Herbert Virgin at Vir Biotechnology in Illinois, USA, says his company has developed antibodies which have shown themselves to be effective against SARS and MERS in laboratory tests. Some were reportedly able to neutralize coronaviruses. "It's possible that they could also treat the Wuhan virus," says Virgin.

Quarantine, the best prevention for now

There is one other factor that will help determine whether a vaccine ever makes it to market, and that is the progress of the virus itself.

Chinese authorities are currently using one of the most effective measures to curtail the spread of nCoV in isolating patients and quarantining whole cities.

That's affecting the lives of about 43 million people.

Notably for now, fewer nCoV infections seem to be fatal than it was with SARS. Back then, 10 percent of the 8,000 registered infections ended in death.

The number of nCoV cases is rising rapidly and consistently, but still only comparatively few people have died. And most of those who have died were older people who had existing medical complaints or conditions.

Prof. Mark Harris, a virologist at the School for Molecular and Cell Biology at the University of Leeds in the UK, estimates the mortality rate of nCoV to be at 0.1 percent.

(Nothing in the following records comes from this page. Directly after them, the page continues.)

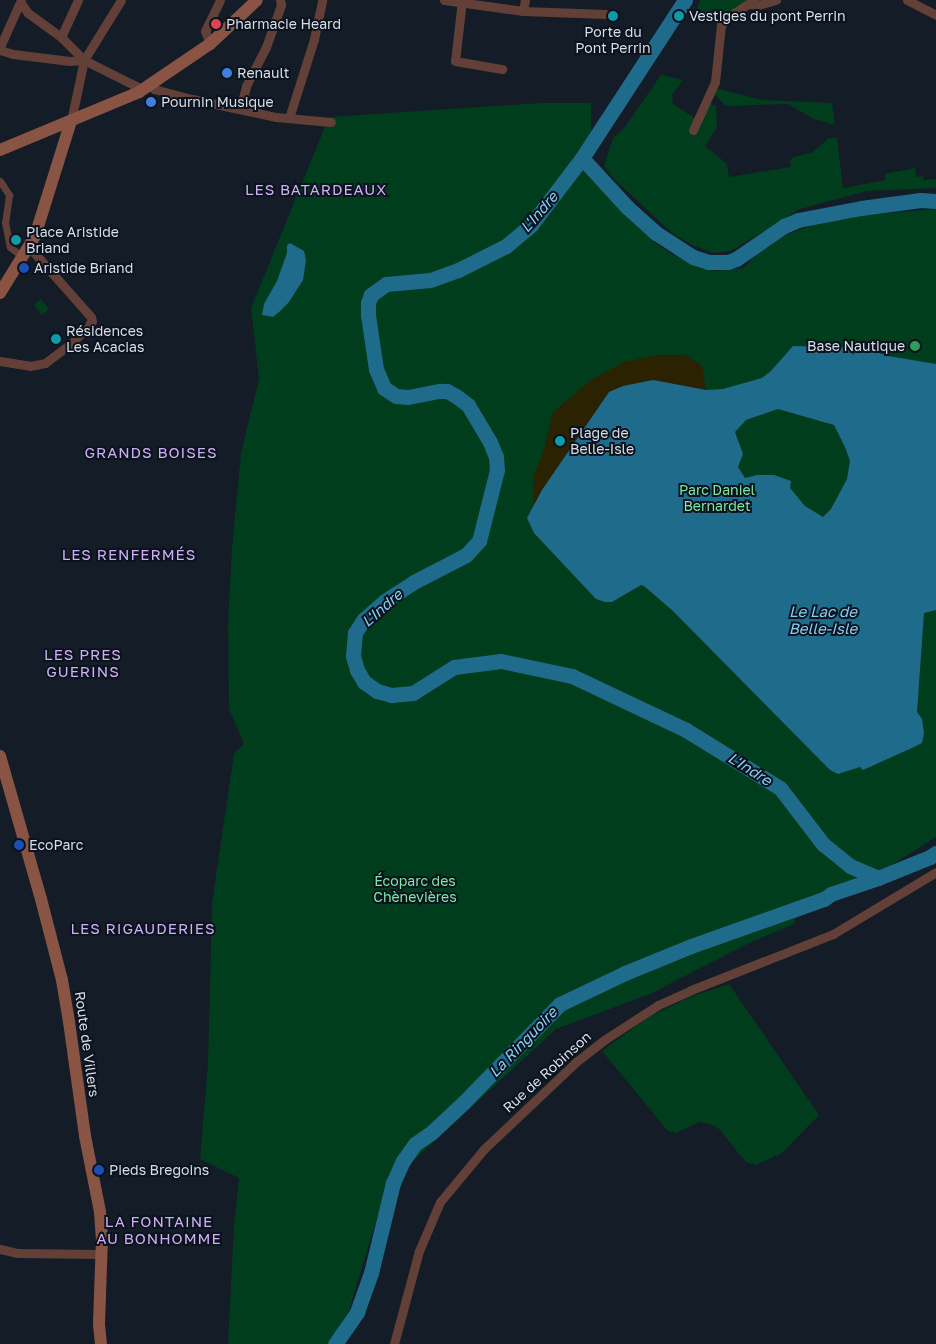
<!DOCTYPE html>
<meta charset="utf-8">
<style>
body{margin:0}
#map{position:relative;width:936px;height:1344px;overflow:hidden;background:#141c27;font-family:"Golos Text",sans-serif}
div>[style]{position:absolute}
.green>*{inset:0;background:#003d1d}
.sand>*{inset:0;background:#2b2202}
.water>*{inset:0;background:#1f6b8b}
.river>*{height:15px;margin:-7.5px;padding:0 7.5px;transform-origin:7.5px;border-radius:7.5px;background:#1f6b8b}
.pedestrian>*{height:7px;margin:-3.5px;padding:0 3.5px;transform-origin:3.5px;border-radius:3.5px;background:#624037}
.minor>*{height:9px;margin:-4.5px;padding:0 4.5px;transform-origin:4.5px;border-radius:4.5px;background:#624037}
.secondary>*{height:12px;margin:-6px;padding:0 6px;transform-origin:6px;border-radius:6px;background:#895444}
.dots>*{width:14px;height:14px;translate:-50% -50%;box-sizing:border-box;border:2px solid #0b131e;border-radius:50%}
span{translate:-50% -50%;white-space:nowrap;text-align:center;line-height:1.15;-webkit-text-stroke:4px #0b131e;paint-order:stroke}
.poi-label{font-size:14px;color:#d9dee6}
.left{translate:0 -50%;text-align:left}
.right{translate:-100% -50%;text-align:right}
.park-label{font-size:14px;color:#7ee8a2}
.street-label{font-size:14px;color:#d9dee6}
.neighbourhood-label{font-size:15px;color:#cfaef2;letter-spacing:1px}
.water-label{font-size:15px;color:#8acef1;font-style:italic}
</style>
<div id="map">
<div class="green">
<div style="clip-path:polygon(700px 0,748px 0,723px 18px,695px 16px)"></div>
<div style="clip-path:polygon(661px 75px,683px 80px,672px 95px,673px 104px,690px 115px,700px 121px,710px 103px,716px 106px,717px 127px,705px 146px,727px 164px,729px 177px,791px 167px,790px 160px,794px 157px,813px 152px,829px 138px,837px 138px,843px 188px,885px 180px,885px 174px,915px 168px,916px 177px,923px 176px,924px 180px,936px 179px,936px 188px,867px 191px,800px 209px,731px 251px,713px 253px,692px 245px,673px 234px,614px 179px,604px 166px,613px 138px,625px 127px)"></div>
<div style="clip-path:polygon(715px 88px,762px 100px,832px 103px,835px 125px,814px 119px,788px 104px,726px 106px,713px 93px)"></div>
<div style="clip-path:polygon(542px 103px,591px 103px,591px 176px,613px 193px,654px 242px,672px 254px,706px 269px,718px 271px,744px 268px,759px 251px,788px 234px,818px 223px,852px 216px,936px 209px,936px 837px,887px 868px,877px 870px,870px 880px,795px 919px,794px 924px,751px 942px,650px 994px,556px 1029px,387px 1185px,347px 1317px,327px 1344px,228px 1344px,234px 1226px,239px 1178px,200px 1159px,208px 1064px,212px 904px,234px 753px,244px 744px,229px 709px,228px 624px,232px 548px,241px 453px,259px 379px,251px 308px,329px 117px)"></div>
<div style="clip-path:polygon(41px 299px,49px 309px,42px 315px,34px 305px)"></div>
<div style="clip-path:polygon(729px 984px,819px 1115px,782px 1153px,756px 1165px,746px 1162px,719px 1129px,710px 1124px,700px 1122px,676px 1133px,668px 1131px,602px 1051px,650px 1016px,693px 996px)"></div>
</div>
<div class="sand">
<div style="clip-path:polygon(658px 355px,686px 355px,702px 366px,706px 390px,653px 380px,623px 386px,542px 490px,534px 505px,533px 477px,543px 453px,553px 412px,591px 380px,624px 362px)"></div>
</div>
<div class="water">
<div style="clip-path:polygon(290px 243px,304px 251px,306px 260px,303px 280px,289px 302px,279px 312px,273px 317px,262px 315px,264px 304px,277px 281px,287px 253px,287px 245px)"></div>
<div style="clip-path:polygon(evenodd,793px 346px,864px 348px,888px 356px,936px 364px,936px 610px,924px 613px,917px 712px,922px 719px,924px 733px,922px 743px,914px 747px,863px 770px,860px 767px,838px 774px,830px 770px,673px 611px,644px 586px,641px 585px,612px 602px,605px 602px,596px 599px,534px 533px,527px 518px,542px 490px,609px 392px,623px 386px,653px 380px,706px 390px,723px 389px,762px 378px,771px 371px,793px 346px,778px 409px,834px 425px,845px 447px,850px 461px,847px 479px,831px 509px,823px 517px,805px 506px,790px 488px,791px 481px,774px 475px,757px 475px,745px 478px,738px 467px,743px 454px,735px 432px,746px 420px,778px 409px)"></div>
</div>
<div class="river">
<div style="left:685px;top:0;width:189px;rotate:123.1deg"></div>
<div style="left:582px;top:158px;width:84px;rotate:127.3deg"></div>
<div style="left:531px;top:225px;width:33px;rotate:140deg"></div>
<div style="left:506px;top:246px;width:54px;rotate:153.4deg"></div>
<div style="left:458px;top:270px;width:30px;rotate:160deg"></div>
<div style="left:430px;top:280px;width:44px;rotate:174.8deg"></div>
<div style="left:386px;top:284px;width:19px;rotate:144deg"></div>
<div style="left:371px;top:295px;width:9px;rotate:111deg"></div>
<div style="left:368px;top:303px;width:12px;rotate:90deg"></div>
<div style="left:368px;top:315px;width:55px;rotate:81.6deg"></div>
<div style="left:376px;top:369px;width:21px;rotate:67deg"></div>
<div style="left:384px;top:388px;width:14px;rotate:34deg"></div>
<div style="left:396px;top:396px;width:12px;rotate:5deg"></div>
<div style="left:408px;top:397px;width:33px;rotate:-11deg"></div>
<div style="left:440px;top:391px;width:7px"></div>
<div style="left:447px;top:391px;width:10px;rotate:29deg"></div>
<div style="left:456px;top:396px;width:15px;rotate:37deg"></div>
<div style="left:468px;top:405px;width:43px;rotate:59.3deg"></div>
<div style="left:490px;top:442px;width:16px;rotate:68deg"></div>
<div style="left:496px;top:457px;width:13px;rotate:86deg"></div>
<div style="left:497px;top:470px;width:73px;rotate:104.2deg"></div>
<div style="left:479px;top:541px;width:19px;rotate:133deg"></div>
<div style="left:466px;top:555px;width:59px;rotate:152.6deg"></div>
<div style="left:414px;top:582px;width:35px;rotate:147deg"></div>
<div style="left:385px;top:601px;width:28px;rotate:139deg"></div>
<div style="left:364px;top:619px;width:17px;rotate:123deg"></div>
<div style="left:355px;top:633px;width:23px;rotate:95deg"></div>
<div style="left:353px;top:656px;width:15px;rotate:74deg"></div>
<div style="left:357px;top:670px;width:14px;rotate:60deg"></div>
<div style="left:364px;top:682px;width:16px;rotate:35deg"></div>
<div style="left:377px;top:691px;width:15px;rotate:16deg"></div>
<div style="left:391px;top:695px;width:22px;rotate:-5deg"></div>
<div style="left:413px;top:693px;width:49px;rotate:-32.4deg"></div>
<div style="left:454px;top:667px;width:47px;rotate:-7.3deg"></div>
<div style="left:501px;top:661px;width:73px;rotate:11.9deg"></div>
<div style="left:572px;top:676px;width:126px;rotate:25.3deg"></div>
<div style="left:686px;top:730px;width:110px;rotate:31.7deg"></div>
<div style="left:780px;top:788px;width:71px;rotate:52.5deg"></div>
<div style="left:823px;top:844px;width:35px;rotate:39deg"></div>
<div style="left:850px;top:866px;width:30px;rotate:23deg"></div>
<div style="left:878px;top:878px;width:56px;rotate:-22deg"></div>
<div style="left:930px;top:857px;width:7px;rotate:-34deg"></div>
<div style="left:582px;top:158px;width:67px;rotate:47.4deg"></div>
<div style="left:627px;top:207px;width:39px;rotate:42deg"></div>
<div style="left:656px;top:233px;width:44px;rotate:33deg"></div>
<div style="left:693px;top:257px;width:16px;rotate:18deg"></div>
<div style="left:708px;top:262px;width:20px"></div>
<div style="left:728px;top:262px;width:9px;rotate:-21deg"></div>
<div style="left:736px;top:259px;width:58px;rotate:-34.5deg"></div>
<div style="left:784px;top:226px;width:15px;rotate:-23deg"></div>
<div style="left:798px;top:220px;width:64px;rotate:-10.8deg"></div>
<div style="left:861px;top:208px;width:60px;rotate:-7.7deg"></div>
<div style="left:920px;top:200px;width:16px;rotate:4deg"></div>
<div style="left:335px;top:1344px;width:39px;rotate:-55deg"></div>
<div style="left:357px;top:1312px;width:41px;rotate:-70.3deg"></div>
<div style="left:371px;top:1273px;width:93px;rotate:-76.3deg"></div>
<div style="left:393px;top:1183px;width:24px;rotate:-66deg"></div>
<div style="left:403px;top:1161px;width:21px;rotate:-55deg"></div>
<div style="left:415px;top:1144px;width:19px;rotate:-35deg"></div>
<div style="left:431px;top:1133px;width:45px;rotate:-43.2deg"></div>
<div style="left:464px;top:1102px;width:137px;rotate:-45.6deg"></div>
<div style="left:560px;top:1004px;width:72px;rotate:-25.5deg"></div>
<div style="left:625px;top:973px;width:71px;rotate:-22.2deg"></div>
<div style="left:691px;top:946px;width:141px;rotate:-19.5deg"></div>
<div style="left:824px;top:899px;width:9px;rotate:-36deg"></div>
<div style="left:831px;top:894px;width:50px;rotate:-18.8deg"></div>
</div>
<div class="pedestrian">
<div style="left:0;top:181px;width:17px;rotate:57deg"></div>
<div style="left:9px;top:195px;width:27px;rotate:98deg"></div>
<div style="left:5px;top:222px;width:25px;rotate:79deg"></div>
<div style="left:10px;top:247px;width:16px;rotate:38deg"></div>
</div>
<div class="minor">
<div style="left:444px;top:0;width:80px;rotate:7.9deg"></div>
<div style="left:523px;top:11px;width:83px;rotate:2.1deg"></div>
<div style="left:462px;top:0;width:61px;rotate:96.5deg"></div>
<div style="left:455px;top:61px;width:48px;rotate:9.7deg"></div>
<div style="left:907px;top:0;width:33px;rotate:27deg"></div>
<div style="left:21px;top:3px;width:12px;rotate:55deg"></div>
<div style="left:28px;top:13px;width:41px;rotate:36deg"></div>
<div style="left:61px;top:37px;width:33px;rotate:45deg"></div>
<div style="left:84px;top:60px;width:58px;rotate:26.6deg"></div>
<div style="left:136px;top:86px;width:7px;rotate:63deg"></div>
<div style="left:750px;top:4px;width:8px;rotate:7deg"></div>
<div style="left:758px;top:5px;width:19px;rotate:-16deg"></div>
<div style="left:523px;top:11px;width:11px;rotate:-80deg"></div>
<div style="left:61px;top:37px;width:41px;rotate:-65.3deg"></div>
<div style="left:210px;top:44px;width:14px;rotate:-111deg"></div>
<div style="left:205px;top:31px;width:34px;rotate:-64deg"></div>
<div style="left:0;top:47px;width:51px;rotate:-65.9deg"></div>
<div style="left:0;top:50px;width:14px;rotate:17deg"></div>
<div style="left:13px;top:54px;width:57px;rotate:7deg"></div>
<div style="left:70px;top:61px;width:14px;rotate:-4deg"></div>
<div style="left:150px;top:85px;width:6px;rotate:45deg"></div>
<div style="left:154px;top:89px;width:39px;rotate:15deg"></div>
<div style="left:192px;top:99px;width:86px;rotate:12.1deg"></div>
<div style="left:276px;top:117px;width:55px;rotate:5.2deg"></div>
<div style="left:240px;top:109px;width:24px;rotate:-75deg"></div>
<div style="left:246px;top:86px;width:44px;rotate:-62.9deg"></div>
<div style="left:266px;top:47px;width:45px;rotate:-70.3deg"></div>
<div style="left:281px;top:5px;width:5px;rotate:-101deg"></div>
<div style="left:289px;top:118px;width:83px;rotate:-72.4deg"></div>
<div style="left:314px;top:39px;width:40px;rotate:-78deg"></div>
<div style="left:71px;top:121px;width:62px;rotate:-78deg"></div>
<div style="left:84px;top:60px;width:70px;rotate:-58.3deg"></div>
<div style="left:693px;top:130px;width:53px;rotate:-65.4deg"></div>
<div style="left:715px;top:82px;width:57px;rotate:-84deg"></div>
<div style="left:721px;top:25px;width:18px;rotate:-43deg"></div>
<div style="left:734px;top:13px;width:24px;rotate:-33deg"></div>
<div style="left:0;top:361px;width:30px;rotate:9deg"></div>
<div style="left:30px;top:366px;width:15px;rotate:-11deg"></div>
<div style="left:45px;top:363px;width:36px;rotate:-37deg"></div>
<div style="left:74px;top:341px;width:27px;rotate:-48deg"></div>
<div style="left:92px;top:321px;width:4px;rotate:-104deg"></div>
<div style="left:91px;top:317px;width:94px;rotate:-131.5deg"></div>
<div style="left:0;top:1249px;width:17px;rotate:13deg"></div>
<div style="left:17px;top:1253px;width:84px;rotate:0.7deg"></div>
<div style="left:394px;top:1344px;width:96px;rotate:-75deg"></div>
<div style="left:419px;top:1251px;width:53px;rotate:-66.8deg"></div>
<div style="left:440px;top:1202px;width:69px;rotate:-50.3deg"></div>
<div style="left:484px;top:1149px;width:127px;rotate:-43.4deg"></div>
<div style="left:576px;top:1062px;width:36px;rotate:-38deg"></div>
<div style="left:604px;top:1040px;width:64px;rotate:-32.9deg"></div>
<div style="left:658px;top:1005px;width:36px;rotate:-24deg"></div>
<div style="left:691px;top:990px;width:153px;rotate:-21.5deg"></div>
<div style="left:833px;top:934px;width:120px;rotate:-31deg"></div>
</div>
<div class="secondary">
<div style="left:0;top:150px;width:151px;rotate:-22.6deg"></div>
<div style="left:139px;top:92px;width:86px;rotate:-34.1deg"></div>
<div style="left:210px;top:44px;width:64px;rotate:-43.1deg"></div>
<div style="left:0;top:293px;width:67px;rotate:-58.4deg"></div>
<div style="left:35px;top:236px;width:121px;rotate:-72.6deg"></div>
<div style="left:0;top:756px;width:149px;rotate:74deg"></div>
<div style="left:41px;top:899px;width:84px;rotate:75.5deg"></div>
<div style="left:62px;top:980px;width:43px;rotate:80.5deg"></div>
<div style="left:69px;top:1022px;width:115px;rotate:82deg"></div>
<div style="left:85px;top:1136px;width:77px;rotate:78.8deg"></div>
<div style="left:100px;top:1212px;width:26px;rotate:86deg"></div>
<div style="left:102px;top:1238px;width:87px;rotate:92deg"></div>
<div style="left:99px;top:1325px;width:19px;rotate:84deg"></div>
</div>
<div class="dots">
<div style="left:613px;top:16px;background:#0f9aa8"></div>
<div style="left:679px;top:16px;background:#0f9aa8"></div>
<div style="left:216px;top:24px;background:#e0444e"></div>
<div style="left:227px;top:73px;background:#3f7fe0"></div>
<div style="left:151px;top:102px;background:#3f7fe0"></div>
<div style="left:16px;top:240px;background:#0f9aa8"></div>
<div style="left:24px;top:268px;background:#1a4fb4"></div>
<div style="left:56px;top:339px;background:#0f9aa8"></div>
<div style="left:915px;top:346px;background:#2e9e5b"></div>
<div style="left:560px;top:441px;background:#0f9aa8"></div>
<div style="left:19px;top:845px;background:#1a4fb4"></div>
<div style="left:99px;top:1170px;background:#1a4fb4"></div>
</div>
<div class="poi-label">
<span class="left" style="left:689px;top:16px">Vestiges du pont Perrin</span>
<span class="left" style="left:226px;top:24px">Pharmacie Heard</span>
<span style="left:613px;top:40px">Porte du<br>Pont Perrin</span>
<span class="left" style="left:237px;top:73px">Renault</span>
<span class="left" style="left:161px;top:102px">Pournin Musique</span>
<span class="left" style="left:26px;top:240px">Place Aristide<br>Briand</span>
<span class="left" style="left:34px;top:268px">Aristide Briand</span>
<span class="left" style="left:66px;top:339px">Résidences<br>Les Acacias</span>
<span class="right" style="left:905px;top:346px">Base Nautique</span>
<span class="left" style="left:570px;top:441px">Plage de<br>Belle-Isle</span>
<span class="left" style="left:29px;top:845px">EcoParc</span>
<span class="left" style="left:109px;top:1170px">Pieds Bregoins</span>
</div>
<div class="park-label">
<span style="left:717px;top:498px">Parc Daniel<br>Bernardet</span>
<span style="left:415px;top:889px">Écoparc des<br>Chènevières</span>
</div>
<div class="street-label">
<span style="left:87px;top:1044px;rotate:82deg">Route de Villers</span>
<span style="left:547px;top:1072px;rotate:-42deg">Rue de Robinson</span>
</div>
<div class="neighbourhood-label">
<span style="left:316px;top:190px">LES BATARDEAUX</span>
<span style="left:151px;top:453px">GRANDS BOISES</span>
<span style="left:129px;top:555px">LES RENFERMÉS</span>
<span style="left:83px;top:663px">LES PRES<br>GUERINS</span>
<span style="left:143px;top:929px">LES RIGAUDERIES</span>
<span style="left:159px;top:1230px">LA FONTAINE<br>AU BONHOMME</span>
</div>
<div class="water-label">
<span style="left:539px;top:212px;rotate:-49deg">L'Indre</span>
<span style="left:382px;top:608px;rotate:-41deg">L'Indre</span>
<span style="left:823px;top:620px">Le Lac de<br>Belle-Isle</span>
<span style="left:750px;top:769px;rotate:32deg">L'Indre</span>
<span style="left:523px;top:1042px;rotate:-46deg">La Ringuoire</span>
</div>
</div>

Harris' calculations aim to include a probably very high number of unknown cases among people whose symptoms appear to be relatively mild. As a result, those people may not seek medical advice and their cases do not show up in official statistics.

If Harris' calculations turn out to be right, then the new coronavirus would not necessarily be any more dangerous than a common seasonal influenza.

It's still unclear how contagious the virus is. Chinese authorities have said it may be possible for people to infect other people with the virus before they show symptoms themselves.

That would explain why the virus has been able to spread so rapidly. But at time of writing that has yet to be fully established or proved.